Dear Amy: There is this fellow that my wife and I occasionally talk to at our ballroom dance club. We have nothing to do with him otherwise. He goes to Florida during the winter and stays for five months, lodging at various friends’ homes. He became particularly friendly when he found out we had a place in Florida.

Last year he gave me a piece of paper and said, “Write down your Florida address. I will come visit you.” I did not want him to visit, so I gave him a phony address, hoping he would take the hint. I was particularly afraid he would want to stay over for a while.

When he came back this year, he asked where that address is located, because he could not find it. I gave some quick dummy directions. I know as next winter approaches he is going to ask for specific written directions.

What is the best way of telling him we do not want him to visit us? Apparently we have to be fairly blunt.

– Hiding in Florida

Dear Hiding: Before you consider pulling up stakes altogether and relocating to South Dakota to avoid this man, you need to consider that you have allowed this gentleman to turn you into a liar. Please, seize back the reins of your integrity and simply say to this man, “My wife and I value our privacy and don’t accept visitors at our winter getaway.”

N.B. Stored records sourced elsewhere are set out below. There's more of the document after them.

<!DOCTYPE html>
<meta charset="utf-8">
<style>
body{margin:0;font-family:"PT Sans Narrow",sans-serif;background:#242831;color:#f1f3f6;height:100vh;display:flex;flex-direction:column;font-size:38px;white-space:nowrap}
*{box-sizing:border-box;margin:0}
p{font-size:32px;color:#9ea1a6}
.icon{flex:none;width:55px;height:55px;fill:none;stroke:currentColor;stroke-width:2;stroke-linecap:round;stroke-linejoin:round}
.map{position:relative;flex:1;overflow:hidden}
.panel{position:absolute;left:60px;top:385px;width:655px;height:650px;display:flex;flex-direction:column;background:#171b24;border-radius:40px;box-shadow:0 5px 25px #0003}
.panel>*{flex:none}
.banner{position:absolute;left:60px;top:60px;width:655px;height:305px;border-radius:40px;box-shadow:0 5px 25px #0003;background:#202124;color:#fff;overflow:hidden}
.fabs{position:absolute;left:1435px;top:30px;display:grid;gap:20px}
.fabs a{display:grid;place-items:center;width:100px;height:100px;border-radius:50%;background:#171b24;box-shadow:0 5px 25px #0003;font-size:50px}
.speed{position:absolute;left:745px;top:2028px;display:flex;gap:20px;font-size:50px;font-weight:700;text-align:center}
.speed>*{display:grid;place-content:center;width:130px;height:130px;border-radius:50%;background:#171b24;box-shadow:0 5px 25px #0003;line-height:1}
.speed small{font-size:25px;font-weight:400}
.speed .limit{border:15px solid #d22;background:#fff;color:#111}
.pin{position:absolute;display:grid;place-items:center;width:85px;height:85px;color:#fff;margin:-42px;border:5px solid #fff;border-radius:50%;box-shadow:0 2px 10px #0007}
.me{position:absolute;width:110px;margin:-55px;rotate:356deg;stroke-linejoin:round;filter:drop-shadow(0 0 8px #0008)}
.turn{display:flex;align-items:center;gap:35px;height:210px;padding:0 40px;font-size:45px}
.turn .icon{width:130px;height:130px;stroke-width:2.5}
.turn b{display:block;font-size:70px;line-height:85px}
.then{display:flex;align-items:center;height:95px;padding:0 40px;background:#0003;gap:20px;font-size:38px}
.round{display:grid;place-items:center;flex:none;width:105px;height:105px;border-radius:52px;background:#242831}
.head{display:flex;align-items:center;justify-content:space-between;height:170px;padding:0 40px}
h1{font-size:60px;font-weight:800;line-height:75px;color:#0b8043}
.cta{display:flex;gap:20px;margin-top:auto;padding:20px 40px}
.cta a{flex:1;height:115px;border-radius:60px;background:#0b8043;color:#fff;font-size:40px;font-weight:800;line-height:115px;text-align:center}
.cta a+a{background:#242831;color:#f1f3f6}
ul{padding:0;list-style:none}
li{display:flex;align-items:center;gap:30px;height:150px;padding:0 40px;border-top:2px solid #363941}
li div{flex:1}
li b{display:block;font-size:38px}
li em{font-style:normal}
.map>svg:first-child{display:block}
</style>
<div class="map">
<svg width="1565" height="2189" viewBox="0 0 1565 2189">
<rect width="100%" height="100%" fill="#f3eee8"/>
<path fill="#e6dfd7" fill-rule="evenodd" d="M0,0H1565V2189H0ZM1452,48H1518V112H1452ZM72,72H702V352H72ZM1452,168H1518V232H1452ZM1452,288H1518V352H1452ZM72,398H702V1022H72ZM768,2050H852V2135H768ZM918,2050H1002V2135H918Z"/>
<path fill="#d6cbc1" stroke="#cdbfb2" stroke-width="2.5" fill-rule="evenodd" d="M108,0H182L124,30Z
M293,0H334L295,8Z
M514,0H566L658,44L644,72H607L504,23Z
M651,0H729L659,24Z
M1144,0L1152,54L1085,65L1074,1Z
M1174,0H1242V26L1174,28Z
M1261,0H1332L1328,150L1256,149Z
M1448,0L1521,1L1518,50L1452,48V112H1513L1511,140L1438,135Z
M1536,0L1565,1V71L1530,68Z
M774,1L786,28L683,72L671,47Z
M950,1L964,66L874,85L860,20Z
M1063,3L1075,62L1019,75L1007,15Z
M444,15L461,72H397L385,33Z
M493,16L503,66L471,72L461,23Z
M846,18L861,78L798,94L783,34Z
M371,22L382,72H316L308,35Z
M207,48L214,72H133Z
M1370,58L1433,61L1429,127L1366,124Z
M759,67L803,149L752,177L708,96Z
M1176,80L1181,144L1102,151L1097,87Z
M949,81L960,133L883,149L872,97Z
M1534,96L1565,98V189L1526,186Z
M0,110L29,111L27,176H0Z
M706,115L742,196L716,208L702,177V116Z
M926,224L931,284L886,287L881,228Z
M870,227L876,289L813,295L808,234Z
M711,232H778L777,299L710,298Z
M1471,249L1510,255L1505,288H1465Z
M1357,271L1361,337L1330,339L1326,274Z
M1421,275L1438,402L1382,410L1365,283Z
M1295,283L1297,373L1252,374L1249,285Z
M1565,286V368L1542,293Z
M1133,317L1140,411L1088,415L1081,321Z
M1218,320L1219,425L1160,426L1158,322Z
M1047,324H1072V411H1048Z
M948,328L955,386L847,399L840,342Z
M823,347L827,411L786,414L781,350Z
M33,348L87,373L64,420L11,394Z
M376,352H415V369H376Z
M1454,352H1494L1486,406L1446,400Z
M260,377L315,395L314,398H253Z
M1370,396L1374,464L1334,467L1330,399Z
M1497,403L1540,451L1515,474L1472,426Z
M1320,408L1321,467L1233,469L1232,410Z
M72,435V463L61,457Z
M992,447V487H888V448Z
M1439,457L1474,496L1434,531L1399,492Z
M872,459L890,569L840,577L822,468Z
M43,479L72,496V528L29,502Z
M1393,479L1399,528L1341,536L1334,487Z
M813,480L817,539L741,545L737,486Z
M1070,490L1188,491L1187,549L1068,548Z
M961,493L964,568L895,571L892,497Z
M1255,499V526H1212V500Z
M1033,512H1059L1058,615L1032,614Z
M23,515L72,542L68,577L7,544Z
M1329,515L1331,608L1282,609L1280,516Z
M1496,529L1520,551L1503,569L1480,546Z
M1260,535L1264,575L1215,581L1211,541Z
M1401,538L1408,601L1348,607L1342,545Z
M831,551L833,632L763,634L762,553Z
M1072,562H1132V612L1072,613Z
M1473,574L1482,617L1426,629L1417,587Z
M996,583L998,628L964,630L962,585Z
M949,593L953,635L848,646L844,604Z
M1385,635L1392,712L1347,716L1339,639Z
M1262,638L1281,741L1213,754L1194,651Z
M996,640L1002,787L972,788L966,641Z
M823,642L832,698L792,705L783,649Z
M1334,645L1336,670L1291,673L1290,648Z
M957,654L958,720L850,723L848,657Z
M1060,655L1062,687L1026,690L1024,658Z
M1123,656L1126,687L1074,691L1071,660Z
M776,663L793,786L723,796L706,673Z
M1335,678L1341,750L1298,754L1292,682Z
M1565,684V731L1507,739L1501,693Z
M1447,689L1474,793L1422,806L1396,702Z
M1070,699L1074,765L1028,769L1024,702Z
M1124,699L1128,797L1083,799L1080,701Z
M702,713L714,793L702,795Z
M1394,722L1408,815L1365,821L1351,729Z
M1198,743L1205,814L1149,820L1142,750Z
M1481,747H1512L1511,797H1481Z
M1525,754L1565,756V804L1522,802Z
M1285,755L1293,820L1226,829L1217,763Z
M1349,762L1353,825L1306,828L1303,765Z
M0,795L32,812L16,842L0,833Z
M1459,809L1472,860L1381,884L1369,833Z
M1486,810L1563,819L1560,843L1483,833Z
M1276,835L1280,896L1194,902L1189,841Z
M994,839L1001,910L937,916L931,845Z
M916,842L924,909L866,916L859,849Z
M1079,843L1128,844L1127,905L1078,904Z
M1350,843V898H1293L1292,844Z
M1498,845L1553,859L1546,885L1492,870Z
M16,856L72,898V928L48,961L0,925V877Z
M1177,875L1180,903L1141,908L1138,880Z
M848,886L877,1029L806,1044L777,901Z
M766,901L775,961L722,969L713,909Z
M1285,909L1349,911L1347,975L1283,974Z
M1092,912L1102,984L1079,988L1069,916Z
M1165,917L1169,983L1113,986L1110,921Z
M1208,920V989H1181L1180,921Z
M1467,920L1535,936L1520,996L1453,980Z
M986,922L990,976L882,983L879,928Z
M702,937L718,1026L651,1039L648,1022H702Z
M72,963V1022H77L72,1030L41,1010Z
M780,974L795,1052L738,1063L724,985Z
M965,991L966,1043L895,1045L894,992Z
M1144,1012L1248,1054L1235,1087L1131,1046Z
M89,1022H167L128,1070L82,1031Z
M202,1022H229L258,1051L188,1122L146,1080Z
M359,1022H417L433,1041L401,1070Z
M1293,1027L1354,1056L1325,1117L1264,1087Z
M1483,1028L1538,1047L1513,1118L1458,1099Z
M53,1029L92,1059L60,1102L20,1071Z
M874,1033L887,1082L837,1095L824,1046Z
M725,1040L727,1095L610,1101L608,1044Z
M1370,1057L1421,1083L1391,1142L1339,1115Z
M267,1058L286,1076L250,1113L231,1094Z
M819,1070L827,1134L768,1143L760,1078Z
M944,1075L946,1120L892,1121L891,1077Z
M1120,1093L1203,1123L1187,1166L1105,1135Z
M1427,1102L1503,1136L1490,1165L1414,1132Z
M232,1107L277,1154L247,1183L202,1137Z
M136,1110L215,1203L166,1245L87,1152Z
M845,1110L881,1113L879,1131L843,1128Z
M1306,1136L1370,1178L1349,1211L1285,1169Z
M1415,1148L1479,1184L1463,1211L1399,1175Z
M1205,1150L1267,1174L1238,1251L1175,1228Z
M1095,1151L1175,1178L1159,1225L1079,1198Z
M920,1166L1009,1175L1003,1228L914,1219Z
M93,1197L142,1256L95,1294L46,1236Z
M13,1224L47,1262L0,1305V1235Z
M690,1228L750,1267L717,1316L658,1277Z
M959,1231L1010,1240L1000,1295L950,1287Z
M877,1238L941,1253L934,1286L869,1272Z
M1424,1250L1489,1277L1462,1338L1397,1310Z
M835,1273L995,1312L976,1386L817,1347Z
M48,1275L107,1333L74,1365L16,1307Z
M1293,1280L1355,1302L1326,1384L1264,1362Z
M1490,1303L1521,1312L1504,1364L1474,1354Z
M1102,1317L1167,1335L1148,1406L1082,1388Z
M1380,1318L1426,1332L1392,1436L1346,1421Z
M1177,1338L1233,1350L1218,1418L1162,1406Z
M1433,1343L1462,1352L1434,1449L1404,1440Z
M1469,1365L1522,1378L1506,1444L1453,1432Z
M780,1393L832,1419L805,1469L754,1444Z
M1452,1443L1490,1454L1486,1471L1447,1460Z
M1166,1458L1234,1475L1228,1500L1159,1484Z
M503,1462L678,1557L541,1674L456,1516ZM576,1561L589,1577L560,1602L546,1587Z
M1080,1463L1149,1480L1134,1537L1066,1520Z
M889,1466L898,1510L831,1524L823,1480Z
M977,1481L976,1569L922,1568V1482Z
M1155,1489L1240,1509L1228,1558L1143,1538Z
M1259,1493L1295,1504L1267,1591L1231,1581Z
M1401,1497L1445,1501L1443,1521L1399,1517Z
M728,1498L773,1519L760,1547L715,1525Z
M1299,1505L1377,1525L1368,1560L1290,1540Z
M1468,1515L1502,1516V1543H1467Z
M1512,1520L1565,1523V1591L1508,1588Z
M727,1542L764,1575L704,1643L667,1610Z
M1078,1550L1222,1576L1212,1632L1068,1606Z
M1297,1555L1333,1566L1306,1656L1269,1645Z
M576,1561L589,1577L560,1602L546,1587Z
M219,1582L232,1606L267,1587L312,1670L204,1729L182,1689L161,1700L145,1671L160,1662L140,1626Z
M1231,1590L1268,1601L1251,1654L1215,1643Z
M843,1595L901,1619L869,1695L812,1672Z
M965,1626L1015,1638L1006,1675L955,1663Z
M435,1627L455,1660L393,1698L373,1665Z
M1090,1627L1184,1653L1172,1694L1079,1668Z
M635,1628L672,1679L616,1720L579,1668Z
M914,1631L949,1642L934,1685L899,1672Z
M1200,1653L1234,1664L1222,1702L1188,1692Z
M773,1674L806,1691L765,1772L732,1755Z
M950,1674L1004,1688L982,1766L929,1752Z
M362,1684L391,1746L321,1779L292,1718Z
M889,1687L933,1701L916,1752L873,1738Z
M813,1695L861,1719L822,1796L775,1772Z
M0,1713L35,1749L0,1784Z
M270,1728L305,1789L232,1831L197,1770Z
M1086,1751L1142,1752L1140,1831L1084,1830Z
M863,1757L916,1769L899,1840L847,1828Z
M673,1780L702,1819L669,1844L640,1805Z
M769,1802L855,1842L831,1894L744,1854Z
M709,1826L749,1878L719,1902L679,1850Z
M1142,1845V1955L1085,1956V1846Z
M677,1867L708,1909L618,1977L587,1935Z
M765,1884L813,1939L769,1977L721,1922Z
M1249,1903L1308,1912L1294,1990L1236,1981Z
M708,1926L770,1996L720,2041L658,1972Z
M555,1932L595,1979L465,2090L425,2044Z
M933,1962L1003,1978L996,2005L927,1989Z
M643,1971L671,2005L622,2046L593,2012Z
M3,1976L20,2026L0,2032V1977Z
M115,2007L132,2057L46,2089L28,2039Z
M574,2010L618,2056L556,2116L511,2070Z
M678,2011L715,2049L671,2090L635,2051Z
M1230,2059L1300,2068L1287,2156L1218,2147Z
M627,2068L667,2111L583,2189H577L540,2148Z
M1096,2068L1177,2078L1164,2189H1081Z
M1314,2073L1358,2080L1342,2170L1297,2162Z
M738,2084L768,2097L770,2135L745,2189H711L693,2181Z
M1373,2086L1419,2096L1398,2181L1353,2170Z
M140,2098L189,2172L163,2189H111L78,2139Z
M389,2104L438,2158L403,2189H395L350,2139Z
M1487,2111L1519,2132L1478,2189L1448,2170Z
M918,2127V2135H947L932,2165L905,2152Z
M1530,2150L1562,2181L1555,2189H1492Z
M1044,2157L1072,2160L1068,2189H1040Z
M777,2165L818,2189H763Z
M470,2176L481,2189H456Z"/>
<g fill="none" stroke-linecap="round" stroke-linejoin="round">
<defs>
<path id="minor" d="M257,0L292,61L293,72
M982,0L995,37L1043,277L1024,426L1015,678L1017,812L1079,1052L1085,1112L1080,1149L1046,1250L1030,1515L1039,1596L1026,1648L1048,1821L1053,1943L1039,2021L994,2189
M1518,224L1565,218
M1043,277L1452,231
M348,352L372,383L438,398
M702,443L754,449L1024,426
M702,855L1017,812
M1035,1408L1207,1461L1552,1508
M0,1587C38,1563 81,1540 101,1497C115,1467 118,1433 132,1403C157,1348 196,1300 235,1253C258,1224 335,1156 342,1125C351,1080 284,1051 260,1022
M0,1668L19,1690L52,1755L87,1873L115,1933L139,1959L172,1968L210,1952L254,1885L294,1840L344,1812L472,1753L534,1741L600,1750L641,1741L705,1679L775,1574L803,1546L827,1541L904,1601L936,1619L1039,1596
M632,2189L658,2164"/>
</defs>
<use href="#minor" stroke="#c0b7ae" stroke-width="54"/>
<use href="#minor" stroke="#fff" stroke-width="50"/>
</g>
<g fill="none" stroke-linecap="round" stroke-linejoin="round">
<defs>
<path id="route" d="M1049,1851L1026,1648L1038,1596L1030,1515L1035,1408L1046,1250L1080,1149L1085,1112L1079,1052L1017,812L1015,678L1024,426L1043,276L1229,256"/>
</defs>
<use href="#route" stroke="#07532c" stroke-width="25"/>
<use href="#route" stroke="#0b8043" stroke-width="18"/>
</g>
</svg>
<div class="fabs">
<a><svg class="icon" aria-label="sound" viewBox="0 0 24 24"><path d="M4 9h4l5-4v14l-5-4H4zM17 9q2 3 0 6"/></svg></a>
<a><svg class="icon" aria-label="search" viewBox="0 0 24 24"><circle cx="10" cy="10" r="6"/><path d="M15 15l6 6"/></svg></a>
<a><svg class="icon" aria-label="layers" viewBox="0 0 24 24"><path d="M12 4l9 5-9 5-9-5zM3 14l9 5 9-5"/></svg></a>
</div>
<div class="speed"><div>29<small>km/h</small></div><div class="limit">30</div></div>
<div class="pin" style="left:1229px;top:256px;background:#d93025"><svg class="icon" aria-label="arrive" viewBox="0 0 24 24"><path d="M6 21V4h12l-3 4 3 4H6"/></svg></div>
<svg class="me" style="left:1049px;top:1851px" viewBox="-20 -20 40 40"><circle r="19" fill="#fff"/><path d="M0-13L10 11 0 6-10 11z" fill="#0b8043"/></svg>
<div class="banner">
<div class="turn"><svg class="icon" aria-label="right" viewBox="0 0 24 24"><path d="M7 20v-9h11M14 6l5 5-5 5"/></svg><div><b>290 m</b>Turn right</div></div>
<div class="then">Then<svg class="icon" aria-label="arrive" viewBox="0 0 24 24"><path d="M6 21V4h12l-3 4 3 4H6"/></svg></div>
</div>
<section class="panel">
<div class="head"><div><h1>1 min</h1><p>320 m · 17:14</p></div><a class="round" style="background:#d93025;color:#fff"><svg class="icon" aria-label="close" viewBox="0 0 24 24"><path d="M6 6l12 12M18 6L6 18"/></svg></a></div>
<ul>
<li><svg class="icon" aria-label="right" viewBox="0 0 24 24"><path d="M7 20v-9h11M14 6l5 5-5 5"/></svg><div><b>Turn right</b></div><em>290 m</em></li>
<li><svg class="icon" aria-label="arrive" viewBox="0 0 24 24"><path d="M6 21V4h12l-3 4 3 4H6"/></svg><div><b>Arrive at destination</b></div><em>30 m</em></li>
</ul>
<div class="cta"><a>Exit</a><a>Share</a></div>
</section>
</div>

Dear Amy: A woman I know – a mother whose child attends my child’s school – has been diagnosed with breast cancer and will have surgery in a week.

She and I know each other and have visited at the school. We have many of the same friends, but we are not close friends and have not visited in each other’s homes.

I would really like to do something to help her and her family through these next difficult months. I know that she will have plenty of support and help from her family and all of our mutual friends.

She won’t need a pot of soup from me, and while a get-well card is nice, it doesn’t seem enough.

As I think about it, it seems that every year another woman I know is faced with the horror of breast cancer and its aftermath.

Could you ask your readers who have come out on the other side what was the most helpful response from their community?

– Another Worried Mom

Dear Worried: Often groups of friends will organize and develop a schedule to help with meals and car pool duty and to ferry the kids to and from their activities. You say your friend won’t need a pot of soup from you, but I think a pot of soup could be exactly what she needs, especially a month or so into her treatment, when the ranks of helpers might be thinning out. You should contact the primary organizer among her friends and offer to be placed on the schedule where you’re needed.

I’m happy to throw this question out to readers, who I am sure will offer their own suggestions, which I will run.